- **PROBLEM TO SOLVE**: If a line in the entries below includes "JSON", show that line.

-------- ENTRIES SUPPLIED --------

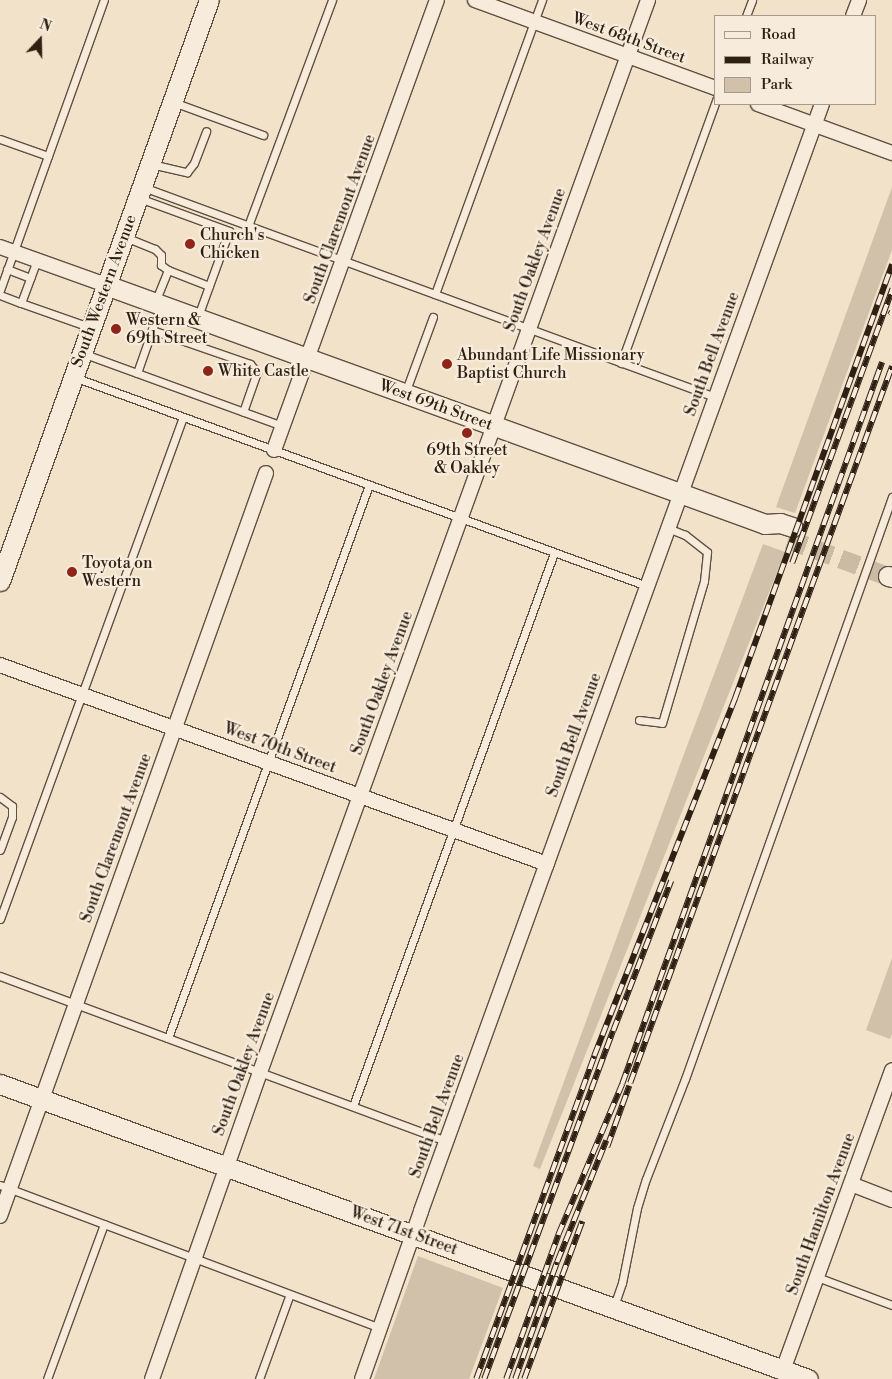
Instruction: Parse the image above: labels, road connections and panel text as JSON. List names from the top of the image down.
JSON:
{
  "streets": {
    "main road": ["South Western Avenue", "West 69th Street", "West 71st Street"],
    "street": [
      "West 68th Street",
      "South Claremont Avenue",
      "South Oakley Avenue",
      "South Bell Avenue",
      "West 70th Street",
      "South Hamilton Avenue"
    ]
  },
  "crossings": [
    ["West 68th Street", "South Oakley Avenue"],
    ["South Claremont Avenue", "West 69th Street"],
    ["South Claremont Avenue", "West 70th Street"],
    ["South Claremont Avenue", "West 71st Street"],
    ["South Oakley Avenue", "West 69th Street"],
    ["South Oakley Avenue", "West 70th Street"],
    ["South Oakley Avenue", "West 71st Street"],
    ["South Western Avenue", "West 69th Street"],
    ["South Bell Avenue", "West 69th Street"],
    ["South Bell Avenue", "West 70th Street"],
    ["South Bell Avenue", "West 71st Street"],
    ["South Hamilton Avenue", "West 71st Street"]
  ],
  "places": [
    "Church's Chicken",
    "Western & 69th Street",
    "Abundant Life Missionary Baptist Church",
    "White Castle",
    "69th Street & Oakley",
    "Toyota on Western"
  ],
  "legend": ["Road", "Railway", "Park"],
  "north": "top"
}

--------

- **ANSWER TO THE PROBLEM**:
Instruction: Parse the image above: labels, road connections and panel text as JSON. List names from the top of the image down.
JSON:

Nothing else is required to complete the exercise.